Selama perang, aktivitas belajar-mengajar dilakukan di tenda-tenda darurat dan di barak-barak sementara di wilayah-wilayah yang tidak diduduki oleh tentara komunis. Setelah perang, sistem pendidikan direhabilitasi dengan penuh semangat dengan bantuan Amerika dan PBB. Fasilitas fisik kembali dibangun dan kualitas program belajar-mengajar ditingkatkan dalam tempo singkat. Perencanaan program pendidikan dikontrol dengan hati-hati, dan dengan didukung oleh semangat yang tinggi, telah membawa pembangunan pendidikan maju dengan cepat baik kuantitas maupun kualitasnya.
Lee Chong-jae, presiden Korean Educational Development Institute (KEDI) menyatakan bahwa setelah perang Korea, masyarakat hampir tidak memiliki apapun terkecuali anak-anak usia sekolah dan semangat yang besar. "Setelah perang Korea, kami hampir tidak mempunyai apa-apa selain murid sekolah. Tidak ada ruang kelas, tidak ada buku paket, tidak ada guru, tetapi mempunyai anak-anak yang harus belajar."
Semangat tersebut menjadi kunci utama kebangkitan pendidikan di Korea Selatan sehingga dapat bersaing dengan negara lain. Dengan bermodalkan semangat, mereka memulai membangun infrastruktur pendidikan kemudian membenahi kualitasnya.
Bertolak pada hal diatas, pendidikan di Korea Selatan mengalami kemajuan, yaitu terdapat 19.258 sekolah negeri maupun swasta, 11.951.298 pelajar dimulai dari pendidikan dasar sampai pendidikan tinggi, 218 perguruan tinggi yang menampung sebanyak 2.357.881 mahasiswa.

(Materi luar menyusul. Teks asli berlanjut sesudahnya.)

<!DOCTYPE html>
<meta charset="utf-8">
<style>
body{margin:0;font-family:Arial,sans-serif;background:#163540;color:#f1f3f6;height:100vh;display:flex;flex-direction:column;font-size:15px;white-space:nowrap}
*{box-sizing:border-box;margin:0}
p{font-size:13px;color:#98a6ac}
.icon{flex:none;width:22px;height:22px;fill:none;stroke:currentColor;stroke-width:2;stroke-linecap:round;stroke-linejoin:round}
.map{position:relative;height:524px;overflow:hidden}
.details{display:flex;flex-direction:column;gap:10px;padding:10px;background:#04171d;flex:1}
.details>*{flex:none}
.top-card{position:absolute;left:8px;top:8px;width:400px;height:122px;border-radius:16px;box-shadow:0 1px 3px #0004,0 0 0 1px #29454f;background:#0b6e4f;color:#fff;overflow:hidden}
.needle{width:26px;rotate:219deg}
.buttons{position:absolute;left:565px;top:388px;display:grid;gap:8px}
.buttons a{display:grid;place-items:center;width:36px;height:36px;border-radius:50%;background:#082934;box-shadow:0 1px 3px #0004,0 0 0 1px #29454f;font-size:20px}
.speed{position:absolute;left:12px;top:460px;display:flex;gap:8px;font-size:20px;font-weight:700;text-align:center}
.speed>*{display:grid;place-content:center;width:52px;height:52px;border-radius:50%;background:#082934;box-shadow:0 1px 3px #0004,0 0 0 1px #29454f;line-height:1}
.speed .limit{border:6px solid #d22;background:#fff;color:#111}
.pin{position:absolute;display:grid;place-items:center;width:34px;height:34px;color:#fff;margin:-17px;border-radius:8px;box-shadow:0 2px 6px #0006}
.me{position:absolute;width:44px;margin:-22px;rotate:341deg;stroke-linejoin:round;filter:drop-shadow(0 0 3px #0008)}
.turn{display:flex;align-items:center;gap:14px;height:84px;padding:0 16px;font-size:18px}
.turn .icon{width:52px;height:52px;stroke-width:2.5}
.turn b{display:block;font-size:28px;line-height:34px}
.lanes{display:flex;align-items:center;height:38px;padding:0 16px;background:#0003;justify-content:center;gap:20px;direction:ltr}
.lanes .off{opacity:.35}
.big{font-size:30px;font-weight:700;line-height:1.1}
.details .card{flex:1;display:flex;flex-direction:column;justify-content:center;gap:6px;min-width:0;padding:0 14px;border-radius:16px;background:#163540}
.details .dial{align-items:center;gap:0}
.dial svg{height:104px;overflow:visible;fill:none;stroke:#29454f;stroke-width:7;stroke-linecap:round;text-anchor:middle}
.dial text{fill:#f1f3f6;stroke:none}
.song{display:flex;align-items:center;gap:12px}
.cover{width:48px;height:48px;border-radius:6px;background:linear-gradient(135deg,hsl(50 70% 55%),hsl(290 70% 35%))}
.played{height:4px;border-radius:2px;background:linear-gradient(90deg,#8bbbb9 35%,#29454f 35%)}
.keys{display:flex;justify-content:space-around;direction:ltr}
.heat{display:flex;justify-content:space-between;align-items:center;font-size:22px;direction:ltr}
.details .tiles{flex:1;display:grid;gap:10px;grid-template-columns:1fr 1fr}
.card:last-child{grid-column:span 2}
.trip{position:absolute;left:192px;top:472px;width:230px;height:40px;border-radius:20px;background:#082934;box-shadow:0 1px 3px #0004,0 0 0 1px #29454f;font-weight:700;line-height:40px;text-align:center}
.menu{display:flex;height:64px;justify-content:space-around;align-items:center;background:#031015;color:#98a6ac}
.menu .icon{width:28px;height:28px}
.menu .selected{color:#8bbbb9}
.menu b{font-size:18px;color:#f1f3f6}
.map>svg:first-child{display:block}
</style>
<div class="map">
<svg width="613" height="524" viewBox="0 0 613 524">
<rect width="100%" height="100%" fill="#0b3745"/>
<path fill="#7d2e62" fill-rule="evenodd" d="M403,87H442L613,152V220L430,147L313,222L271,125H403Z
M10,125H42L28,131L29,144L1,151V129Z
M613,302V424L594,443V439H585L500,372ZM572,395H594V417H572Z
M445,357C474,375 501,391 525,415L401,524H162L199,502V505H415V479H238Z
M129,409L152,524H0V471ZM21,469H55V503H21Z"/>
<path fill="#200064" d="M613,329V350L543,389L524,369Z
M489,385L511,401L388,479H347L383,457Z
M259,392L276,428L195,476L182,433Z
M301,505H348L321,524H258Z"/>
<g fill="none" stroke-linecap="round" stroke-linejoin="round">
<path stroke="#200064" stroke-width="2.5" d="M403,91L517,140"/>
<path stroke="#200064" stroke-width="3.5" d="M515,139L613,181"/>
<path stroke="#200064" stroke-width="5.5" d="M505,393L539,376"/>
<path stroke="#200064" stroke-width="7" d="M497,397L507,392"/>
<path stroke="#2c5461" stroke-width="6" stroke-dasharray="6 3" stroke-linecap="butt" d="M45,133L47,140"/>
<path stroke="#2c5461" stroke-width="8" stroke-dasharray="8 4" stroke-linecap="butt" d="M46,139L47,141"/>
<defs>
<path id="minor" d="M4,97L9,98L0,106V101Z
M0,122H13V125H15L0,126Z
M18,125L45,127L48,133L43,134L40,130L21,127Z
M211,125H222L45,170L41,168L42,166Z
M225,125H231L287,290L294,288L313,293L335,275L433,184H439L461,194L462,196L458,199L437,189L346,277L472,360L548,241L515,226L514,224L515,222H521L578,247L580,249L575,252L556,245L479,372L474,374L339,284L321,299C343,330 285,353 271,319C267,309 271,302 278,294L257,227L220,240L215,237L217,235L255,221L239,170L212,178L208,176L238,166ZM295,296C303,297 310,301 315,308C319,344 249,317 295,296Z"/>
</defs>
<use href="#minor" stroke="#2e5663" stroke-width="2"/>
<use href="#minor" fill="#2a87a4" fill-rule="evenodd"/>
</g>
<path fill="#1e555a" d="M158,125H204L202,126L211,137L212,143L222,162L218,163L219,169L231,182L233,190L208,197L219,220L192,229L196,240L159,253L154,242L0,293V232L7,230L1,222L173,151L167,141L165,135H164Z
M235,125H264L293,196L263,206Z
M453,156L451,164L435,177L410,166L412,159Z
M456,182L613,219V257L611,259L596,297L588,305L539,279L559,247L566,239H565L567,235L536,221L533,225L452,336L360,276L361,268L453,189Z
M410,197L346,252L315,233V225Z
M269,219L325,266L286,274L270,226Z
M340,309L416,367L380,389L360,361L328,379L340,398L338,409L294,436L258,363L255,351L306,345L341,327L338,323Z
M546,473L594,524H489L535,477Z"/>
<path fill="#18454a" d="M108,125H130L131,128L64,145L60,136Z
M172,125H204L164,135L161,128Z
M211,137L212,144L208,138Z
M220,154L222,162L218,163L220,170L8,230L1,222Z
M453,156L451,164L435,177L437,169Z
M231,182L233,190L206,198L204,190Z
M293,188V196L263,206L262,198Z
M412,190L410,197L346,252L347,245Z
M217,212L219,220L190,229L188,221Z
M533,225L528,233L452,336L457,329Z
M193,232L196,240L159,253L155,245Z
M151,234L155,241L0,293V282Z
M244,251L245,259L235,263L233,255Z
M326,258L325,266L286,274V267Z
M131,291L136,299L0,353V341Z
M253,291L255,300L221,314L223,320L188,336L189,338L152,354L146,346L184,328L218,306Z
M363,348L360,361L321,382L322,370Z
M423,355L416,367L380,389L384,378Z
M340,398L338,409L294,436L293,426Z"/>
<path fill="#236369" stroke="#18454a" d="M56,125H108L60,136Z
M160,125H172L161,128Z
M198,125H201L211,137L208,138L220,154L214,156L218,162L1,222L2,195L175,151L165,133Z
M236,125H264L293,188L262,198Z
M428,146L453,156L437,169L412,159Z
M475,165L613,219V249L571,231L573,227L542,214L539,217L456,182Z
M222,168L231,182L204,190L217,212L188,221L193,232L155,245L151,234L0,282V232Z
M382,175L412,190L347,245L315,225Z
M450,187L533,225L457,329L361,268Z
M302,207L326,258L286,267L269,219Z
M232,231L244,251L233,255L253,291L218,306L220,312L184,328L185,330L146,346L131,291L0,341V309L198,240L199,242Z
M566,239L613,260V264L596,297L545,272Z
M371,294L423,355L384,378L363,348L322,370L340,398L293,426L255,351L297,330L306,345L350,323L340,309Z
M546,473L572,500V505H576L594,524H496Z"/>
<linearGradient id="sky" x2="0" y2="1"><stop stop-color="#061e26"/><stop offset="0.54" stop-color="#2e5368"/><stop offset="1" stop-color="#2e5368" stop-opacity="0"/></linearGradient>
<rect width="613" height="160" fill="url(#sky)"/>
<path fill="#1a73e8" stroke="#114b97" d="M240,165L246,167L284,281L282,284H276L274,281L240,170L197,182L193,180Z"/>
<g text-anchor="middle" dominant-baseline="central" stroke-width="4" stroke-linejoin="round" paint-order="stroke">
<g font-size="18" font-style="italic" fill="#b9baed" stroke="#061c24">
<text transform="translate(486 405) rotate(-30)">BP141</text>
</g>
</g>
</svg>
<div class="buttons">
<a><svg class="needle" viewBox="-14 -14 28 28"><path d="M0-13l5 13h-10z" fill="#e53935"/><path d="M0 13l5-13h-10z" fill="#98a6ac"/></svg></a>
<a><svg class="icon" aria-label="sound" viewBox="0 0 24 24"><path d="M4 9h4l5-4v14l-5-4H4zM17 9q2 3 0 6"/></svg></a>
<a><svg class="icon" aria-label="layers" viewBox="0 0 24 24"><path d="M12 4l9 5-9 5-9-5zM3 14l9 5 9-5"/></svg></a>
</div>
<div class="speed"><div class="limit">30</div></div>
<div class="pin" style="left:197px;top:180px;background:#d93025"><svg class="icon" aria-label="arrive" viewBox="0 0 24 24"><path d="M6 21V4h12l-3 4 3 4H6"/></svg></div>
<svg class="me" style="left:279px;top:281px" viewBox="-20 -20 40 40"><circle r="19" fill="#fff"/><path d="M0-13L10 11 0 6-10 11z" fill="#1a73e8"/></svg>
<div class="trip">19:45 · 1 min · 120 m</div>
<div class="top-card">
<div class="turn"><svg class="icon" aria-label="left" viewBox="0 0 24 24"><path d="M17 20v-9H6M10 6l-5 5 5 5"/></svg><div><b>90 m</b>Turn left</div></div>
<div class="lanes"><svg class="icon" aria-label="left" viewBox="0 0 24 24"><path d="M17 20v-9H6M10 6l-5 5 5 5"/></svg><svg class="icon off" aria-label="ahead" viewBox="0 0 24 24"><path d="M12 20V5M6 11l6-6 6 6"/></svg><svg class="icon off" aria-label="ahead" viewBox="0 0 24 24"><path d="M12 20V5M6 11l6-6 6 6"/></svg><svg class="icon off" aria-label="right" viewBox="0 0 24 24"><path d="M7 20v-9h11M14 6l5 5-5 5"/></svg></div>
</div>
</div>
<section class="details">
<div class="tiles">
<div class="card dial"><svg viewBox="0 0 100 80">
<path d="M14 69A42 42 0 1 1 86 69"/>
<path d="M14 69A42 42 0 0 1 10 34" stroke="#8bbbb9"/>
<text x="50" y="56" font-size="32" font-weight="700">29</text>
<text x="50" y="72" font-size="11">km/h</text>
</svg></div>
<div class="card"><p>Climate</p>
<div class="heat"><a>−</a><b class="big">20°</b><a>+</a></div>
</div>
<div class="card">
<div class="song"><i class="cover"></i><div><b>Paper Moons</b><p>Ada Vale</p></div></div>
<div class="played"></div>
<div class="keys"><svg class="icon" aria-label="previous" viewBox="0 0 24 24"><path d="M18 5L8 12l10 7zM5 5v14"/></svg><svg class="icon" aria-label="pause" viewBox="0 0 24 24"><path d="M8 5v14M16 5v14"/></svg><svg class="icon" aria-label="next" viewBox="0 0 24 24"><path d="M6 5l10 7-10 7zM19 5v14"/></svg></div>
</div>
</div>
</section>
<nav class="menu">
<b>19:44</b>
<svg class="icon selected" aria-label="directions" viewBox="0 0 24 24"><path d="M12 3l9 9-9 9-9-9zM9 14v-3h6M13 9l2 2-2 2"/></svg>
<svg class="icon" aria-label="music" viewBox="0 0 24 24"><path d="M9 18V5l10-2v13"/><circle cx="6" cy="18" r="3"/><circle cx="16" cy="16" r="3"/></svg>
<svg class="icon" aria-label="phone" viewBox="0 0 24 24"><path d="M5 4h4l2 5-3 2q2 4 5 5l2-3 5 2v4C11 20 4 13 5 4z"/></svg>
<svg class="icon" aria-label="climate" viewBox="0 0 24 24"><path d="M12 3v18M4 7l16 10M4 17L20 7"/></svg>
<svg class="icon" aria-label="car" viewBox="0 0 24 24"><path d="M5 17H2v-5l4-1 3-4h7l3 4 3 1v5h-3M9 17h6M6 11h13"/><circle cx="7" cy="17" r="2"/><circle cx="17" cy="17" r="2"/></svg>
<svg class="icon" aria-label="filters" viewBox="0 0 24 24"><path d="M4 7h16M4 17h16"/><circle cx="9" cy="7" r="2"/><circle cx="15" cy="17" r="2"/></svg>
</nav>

Kunci kebangkitan pendidikan di Korea Selatan yang lainnya yaitu adanya slogan atau semboyan (Motto) hidup; "Ketika orang lain sedang tidur, kamu harus bangun. Ketika orang lain bangun, kamu harus berjalan. Ketika orang lain berjalan, kamu harus berlari dan ketika orang lain berlari, kamu harus terbang". Melalui slogan tersebut, Korea Selatan menginginkan dirinya selangkah lebih maju. Slogan tersebut diterapkan dalam setiap nafas kehidupan, dimana masyarakat bekerja setiap harinya selama enam belas jam. Mereka malu apabila pulang terlalu cepat, karena tidak mau dianggap sebagai manusia yang tidak berguna. Kegigihan inilah yang mengantarkan Korea Selatan menuju kebangkitan pendidikan dan mendapatkan pujian dari negara lain atas tingginya angka melek hurufnya.